One of the coolest sequences in the latest Star Trek movie — the silent plummeting of several members of the Enterprise’s crew through space as lights play across the clear visors of their helmets — looks a lot like 2001, A Space Odyssey. A subsequent fight on the small platform of a giant drill seems inspired by the (much more exciting) fight on the floating ship at the start of Return of the Jedi. A ship that tries to make the jump to light speed finds its engine fizzling instead, as in Star Wars. And when one giant beast nabs another as it’s about to eat Captain Kirk on an ice planet, the moment is practically spliced in from Jurassic Park.

J.J. Abrams’ barely competent reboot of the franchise provides a reasonably engaging story with a time-travel twist and a nice set of special effects. Planets implode and ships zip through black holes. Perhaps the most useful effect, on Eric Bana as the evil head Romulan, is the makeup that renders him unrecognizable. I’ve had my fill of Bana appearances in summer blockbusters, so it’s fine with me if he disappears with a shaved head and face tats that make him look like a biker dude gone to seed.

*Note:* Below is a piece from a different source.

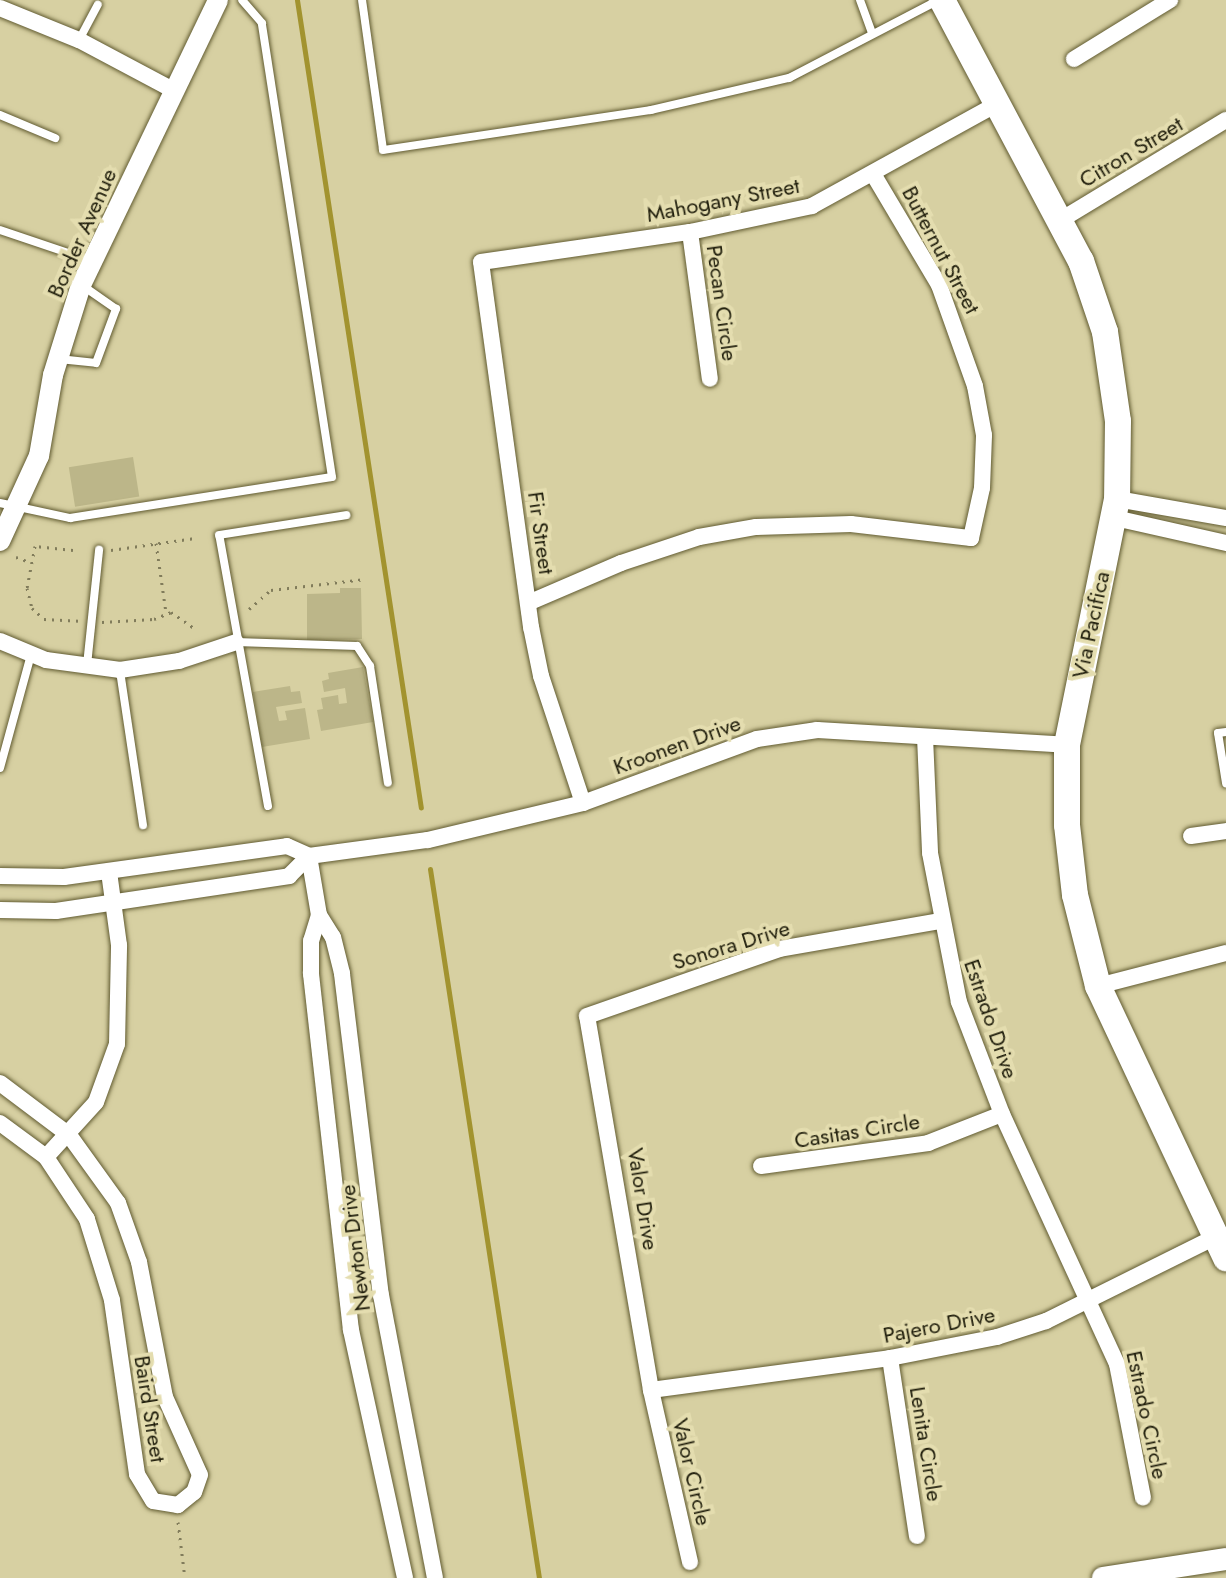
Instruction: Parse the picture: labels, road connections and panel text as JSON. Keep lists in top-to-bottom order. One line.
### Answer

The movie, which departs from established Star Trek mythology in several respects, starts with an effective scene about the birth of Kirk. He and Spock grow up on different planets but with the same misunderstood-outsider pose. Spock, who as a boy is being bullied for being half-human (his mother is played by Winona Ryder), also represents the movie’s half-thought plea for civil rights. Spock considers himself a victim because the academy admits him on some sort of affirmative action deal for half-Vulcans.

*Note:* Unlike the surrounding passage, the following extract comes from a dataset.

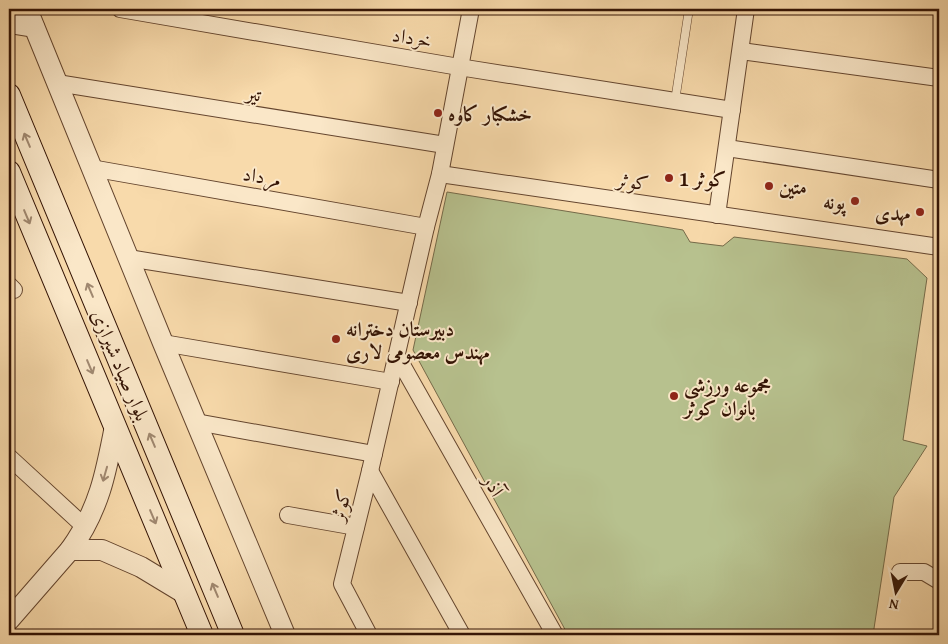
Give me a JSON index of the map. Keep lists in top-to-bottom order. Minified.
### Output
{"streets":{"main road":["بلوار صیاد شیرازی"],"street":["خرداد","تیر","مرداد","کوثر","آذر"]},"crossings":[["خرداد","کوثر"],["تیر","کوثر"],["مرداد","کوثر"],["کوثر","آذر"]],"places":["خشکبار کاوه","کوثر 1","متین","پونه","مهدی","دبیرستان دخترانه مهندس معصومی لاری","مجموعه ورزشی بانوان کوثر"],"north":"bottom"}
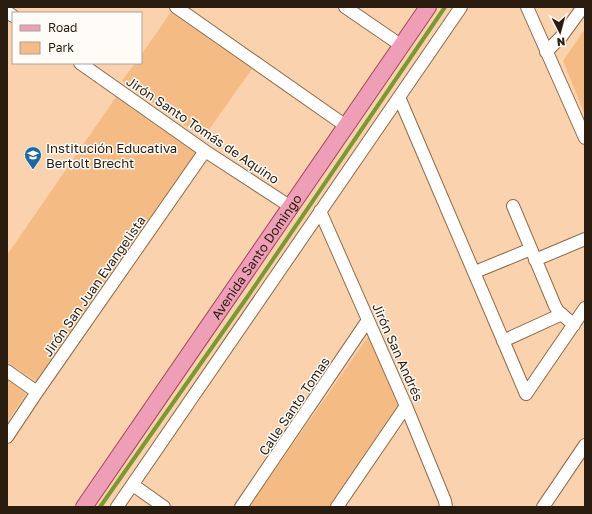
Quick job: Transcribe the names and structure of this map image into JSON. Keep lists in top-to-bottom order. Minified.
{"streets":{"main road":["Avenida Santo Domingo"],"street":["Jirón Santo Tomás de Aquino","Jirón San Juan Evangelista","Jirón San Andrés","Calle Santo Tomas"]},"crossings":[["Jirón Santo Tomás de Aquino","Avenida Santo Domingo"],["Jirón Santo Tomás de Aquino","Jirón San Juan Evangelista"],["Avenida Santo Domingo","Jirón San Andrés"],["Jirón San Andrés","Calle Santo Tomas"]],"places":{"school or university":["Institución Educativa Bertolt Brecht"]},"legend":["Road","Park"],"north":"bottom"}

Meanwhile, Kirk, growing up in Iowa, is a chaos-loving townie growing up near the Starfleet Academy, taking out his frustrations on the accelerator of his hot rod. Like the later fight scene on top of the drill platform, a car-chase bit that illustrates his wild side is clumsily cut. It’s supposed to be exciting but it isn’t, with its images thrown together in a salad.

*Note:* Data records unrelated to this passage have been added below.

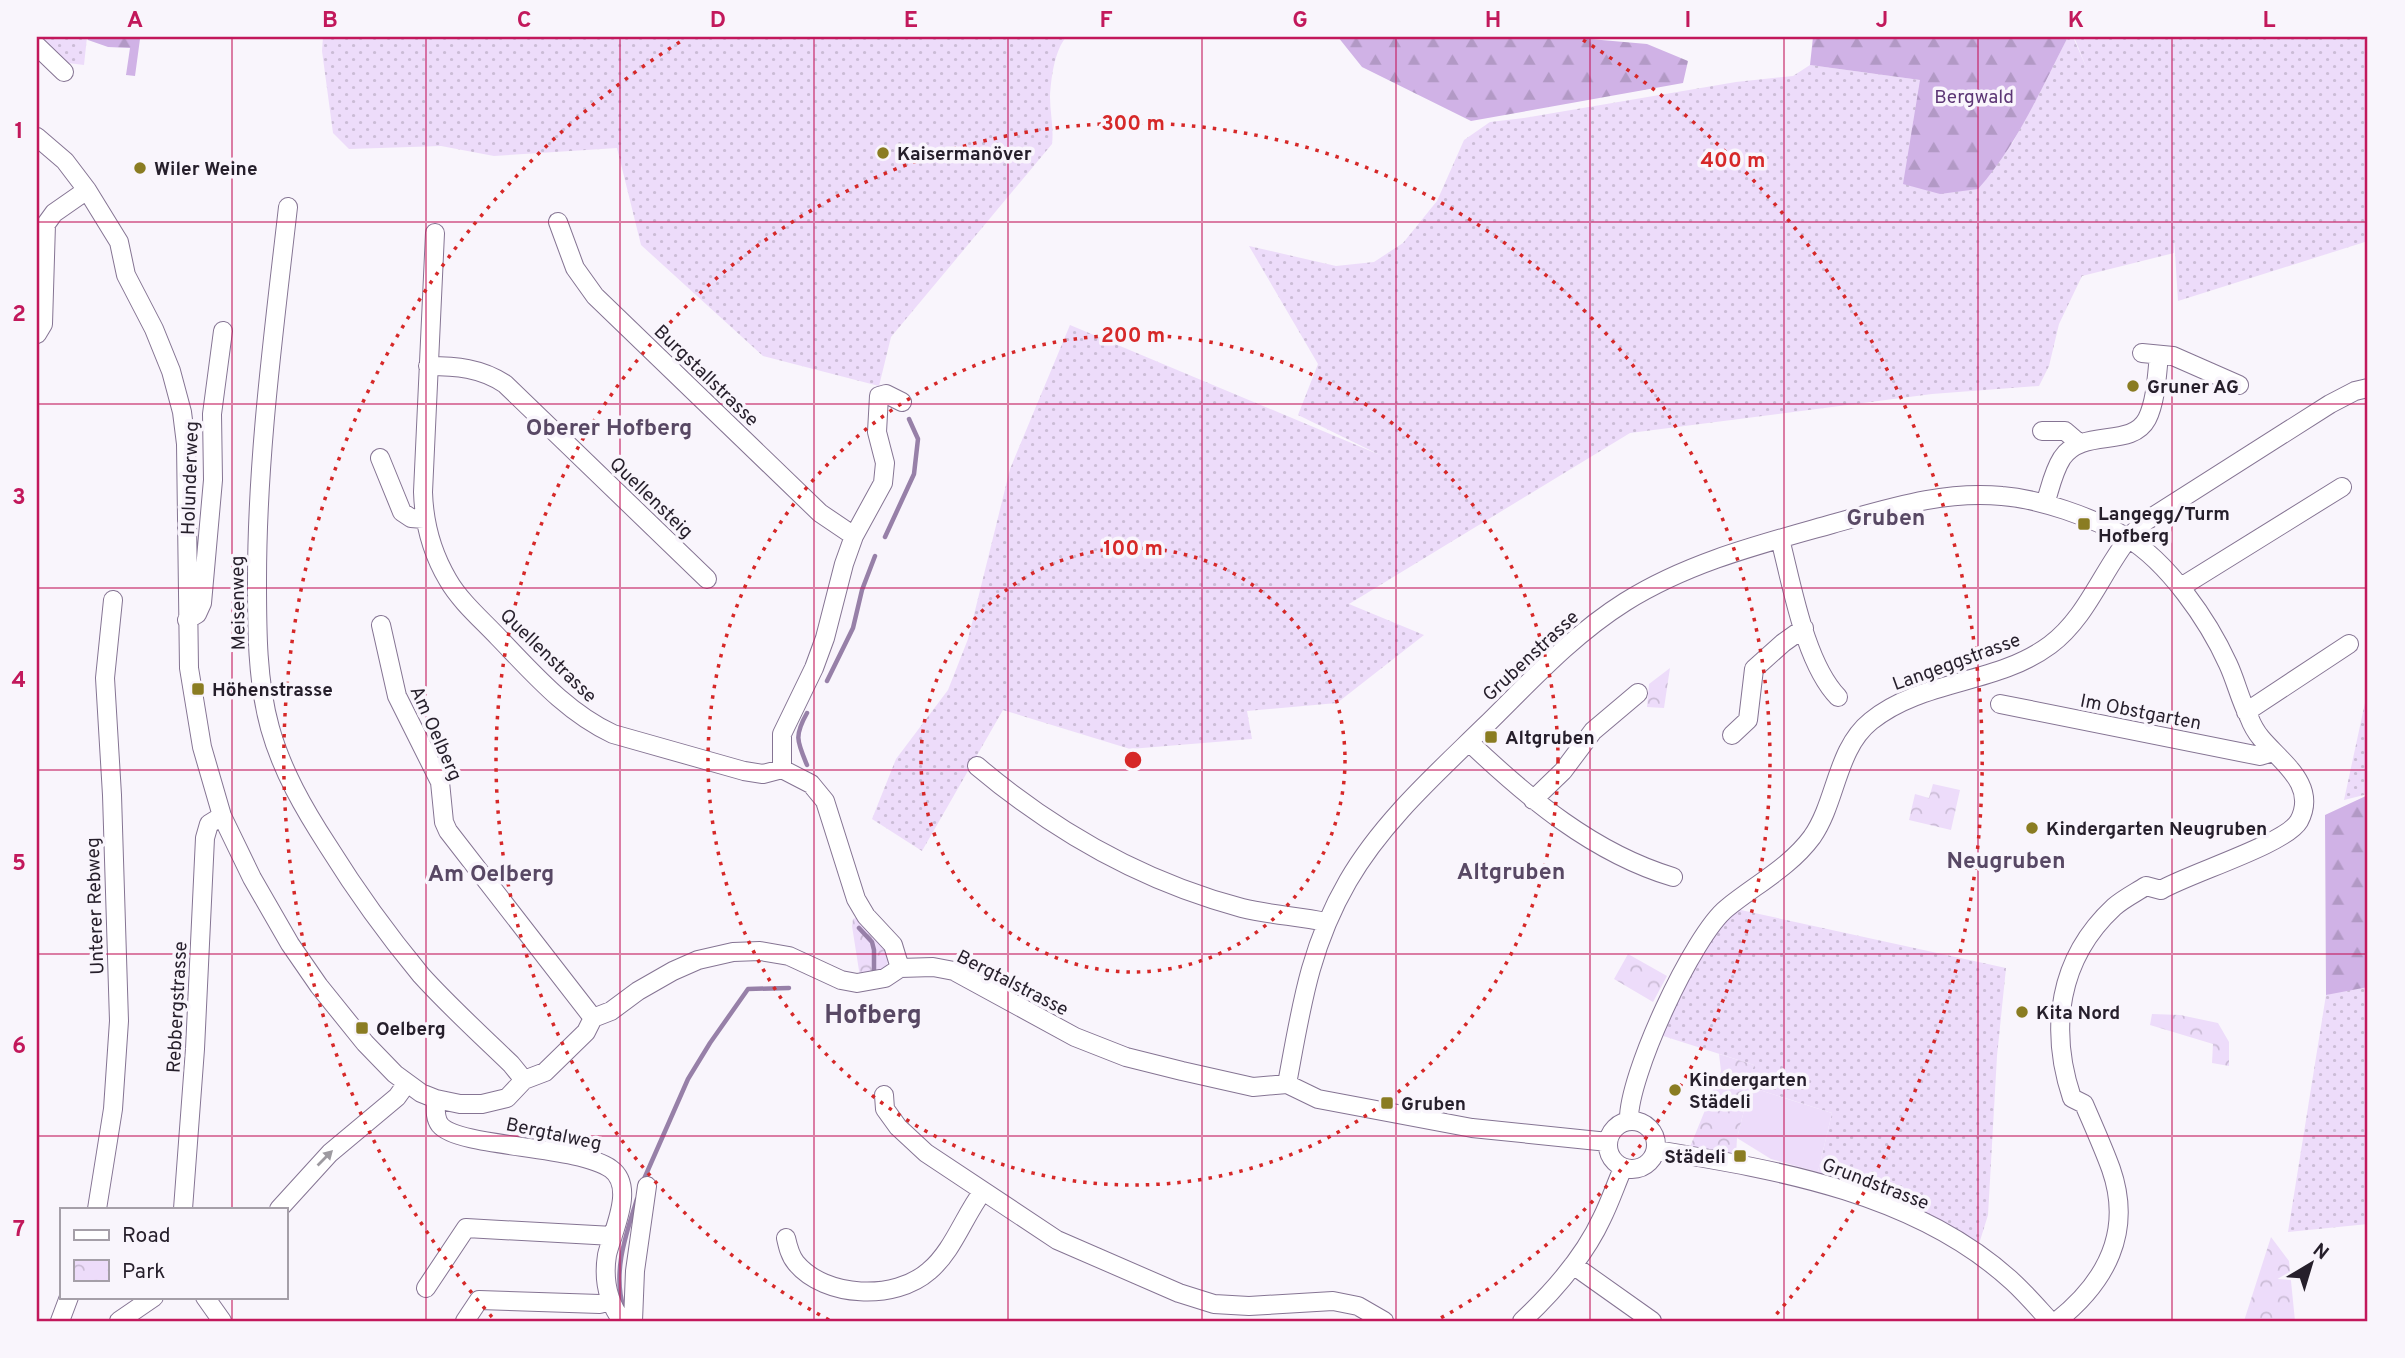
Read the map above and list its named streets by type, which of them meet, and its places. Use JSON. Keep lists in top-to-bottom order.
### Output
{
  "streets": {
    "street": [
      "Burgstallstrasse",
      "Holunderweg",
      "Quellensteig",
      "Meisenweg",
      "Quellenstrasse",
      "Grubenstrasse",
      "Langeggstrasse",
      "Im Obstgarten",
      "Am Oelberg",
      "Unterer Rebweg",
      "Bergtalstrasse",
      "Rebbergstrasse",
      "Bergtalweg",
      "Grundstrasse"
    ]
  },
  "crossings": [
    ["Quellensteig", "Quellenstrasse"],
    ["Meisenweg", "Bergtalstrasse"],
    ["Grubenstrasse", "Langeggstrasse"],
    ["Grubenstrasse", "Im Obstgarten"],
    ["Grubenstrasse", "Bergtalstrasse"],
    ["Langeggstrasse", "Bergtalstrasse"],
    ["Langeggstrasse", "Grundstrasse"],
    ["Am Oelberg", "Bergtalstrasse"],
    ["Bergtalstrasse", "Bergtalweg"],
    ["Bergtalstrasse", "Grundstrasse"]
  ],
  "districts": [
    "Oberer Hofberg",
    "Gruben",
    "Neugruben",
    "Altgruben",
    "Am Oelberg",
    "Hofberg"
  ],
  "parks": ["Bergwald"],
  "places": {
    "other": [
      "Kaisermanöver",
      "Wiler Weine",
      "Gruner AG",
      "Kindergarten Neugruben",
      "Kita Nord",
      "Kindergarten Städeli"
    ],
    "transit": [
      "Langegg/Turm Hofberg",
      "Höhenstrasse",
      "Altgruben",
      "Oelberg",
      "Gruben",
      "Städeli"
    ]
  },
  "legend": ["Road", "Park"],
  "north": "top right",
  "grid": {
    "columns": [
      "A",
      "B",
      "C",
      "D",
      "E",
      "F",
      "G",
      "H",
      "I",
      "J",
      "K",
      "L"
    ],
    "rows": [
      "1",
      "2",
      "3",
      "4",
      "5",
      "6",
      "7"
    ]
  },
  "rings": [
    "300 m",
    "400 m",
    "200 m",
    "100 m"
  ]
}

One thing that could have made all of the action scenes more interesting would have been a leading man with a rakish glow. As Spock, Zachary Quinto is fine, but it’s a largely thankless part. C-3PO had more chances to act, and it’s hard to picture little girls craving news on who Quinto’s dating. As for Kirk, he’s played by Chris Pine. Who? He’s not just an unknown. He’s an unknown unknown. Casting a big-budget movie that largely depends on the charisma of a guy who isn’t one of the top 1,000 actors in Hollywood was a gamble that seemingly indicates Abrams wanted no name to upstage his on the marquee, and he got his wish. Chris Pine wants to be Tom Cruise but he isn’t even Mark Hamill. The special effects save him to a degree, but Pine doesn’t hold your attention. He’s handsome in such an unremarkable way as to suggest he should be playing the second-oldest brother in a prime-time soap about a large family. Many an actor who never quite made it on the big screen — Charlie Sheen, say — has ten times the devilish charm of Chris Pine.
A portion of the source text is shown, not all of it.